Stored data entries:

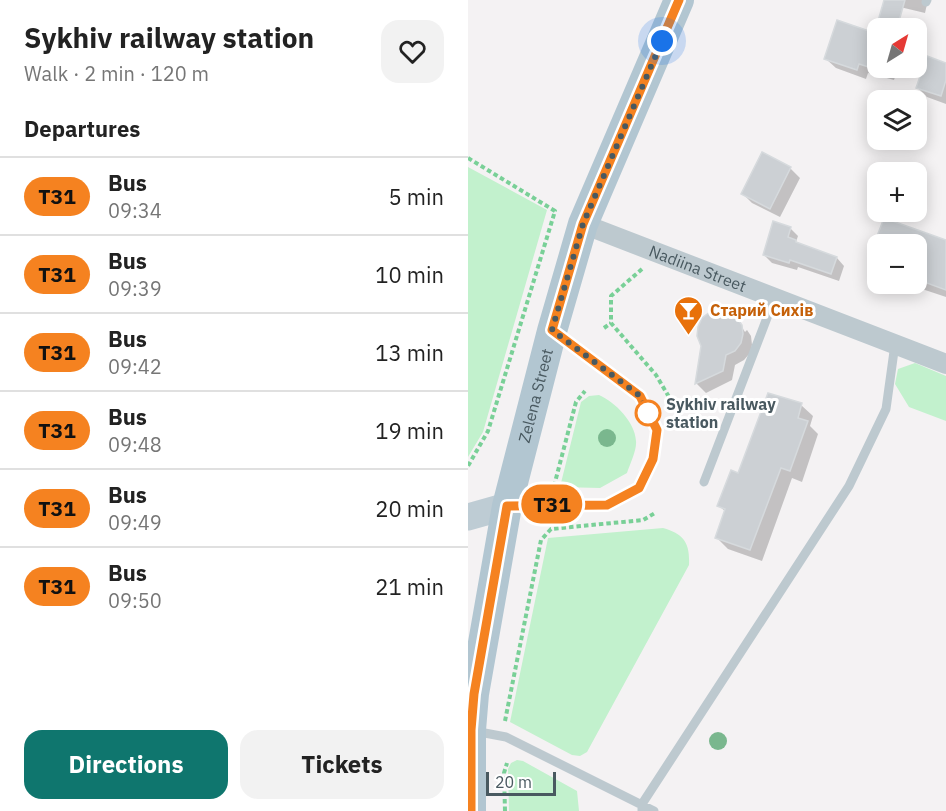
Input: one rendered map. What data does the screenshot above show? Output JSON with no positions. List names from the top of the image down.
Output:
{
  "streets": {
    "main road": ["Zelena Street"],
    "street": ["Nadiina Street"]
  },
  "crossings": [
    ["Nadiina Street", "Zelena Street"]
  ],
  "places": {
    "bar": ["Старий Сихів"],
    "other": ["Sykhiv railway station"]
  },
  "lines": ["bus line Т31"],
  "scale_bar": "20 m",
  "north": "top right",
  "page": {
    "heading": [
      ["Sykhiv railway station", "Walk · 2 min · 120 m"],
      "Departures"
    ],
    "on_map": "Т31",
    "map_buttons": ["+", "−"],
    "list": [
      {
        "mark": "Т31",
        "name": "Bus",
        "note": "09:34",
        "value": "5 min"
      },
      {
        "mark": "Т31",
        "name": "Bus",
        "note": "09:39",
        "value": "10 min"
      },
      {
        "mark": "Т31",
        "name": "Bus",
        "note": "09:42",
        "value": "13 min"
      },
      {
        "mark": "Т31",
        "name": "Bus",
        "note": "09:48",
        "value": "19 min"
      },
      {
        "mark": "Т31",
        "name": "Bus",
        "note": "09:49",
        "value": "20 min"
      },
      {
        "mark": "Т31",
        "name": "Bus",
        "note": "09:50",
        "value": "21 min"
      }
    ],
    "buttons": ["Directions", "Tickets"],
    "scale": "20 m"
  }
}
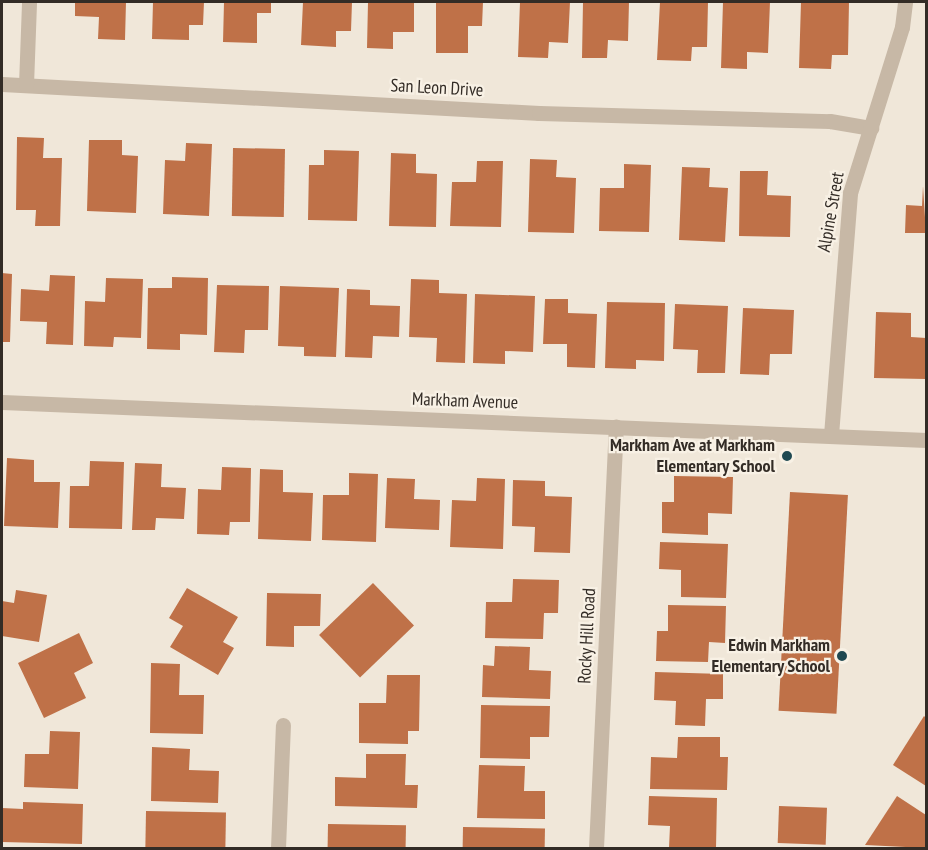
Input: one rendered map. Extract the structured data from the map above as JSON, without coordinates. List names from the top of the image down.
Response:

◆ **Task brief**: Please reproduce every record exactly, leaving the pictures out.

◆ **Reply**:
Input: one rendered map. What data does the screenshot above show? Output JSON with no positions. List names from the top of the image down.
Output:
{
  "streets": {
    "main road": ["Zelena Street"],
    "street": ["Nadiina Street"]
  },
  "crossings": [
    ["Nadiina Street", "Zelena Street"]
  ],
  "places": {
    "bar": ["Старий Сихів"],
    "other": ["Sykhiv railway station"]
  },
  "lines": ["bus line Т31"],
  "scale_bar": "20 m",
  "north": "top right",
  "page": {
    "heading": [
      ["Sykhiv railway station", "Walk · 2 min · 120 m"],
      "Departures"
    ],
    "on_map": "Т31",
    "map_buttons": ["+", "−"],
    "list": [
      {
        "mark": "Т31",
        "name": "Bus",
        "note": "09:34",
        "value": "5 min"
      },
      {
        "mark": "Т31",
        "name": "Bus",
        "note": "09:39",
        "value": "10 min"
      },
      {
        "mark": "Т31",
        "name": "Bus",
        "note": "09:42",
        "value": "13 min"
      },
      {
        "mark": "Т31",
        "name": "Bus",
        "note": "09:48",
        "value": "19 min"
      },
      {
        "mark": "Т31",
        "name": "Bus",
        "note": "09:49",
        "value": "20 min"
      },
      {
        "mark": "Т31",
        "name": "Bus",
        "note": "09:50",
        "value": "21 min"
      }
    ],
    "buttons": ["Directions", "Tickets"],
    "scale": "20 m"
  }
}
Input: one rendered map. Extract the structured data from the map above as JSON, without coordinates. List names from the top of the image down.
Response:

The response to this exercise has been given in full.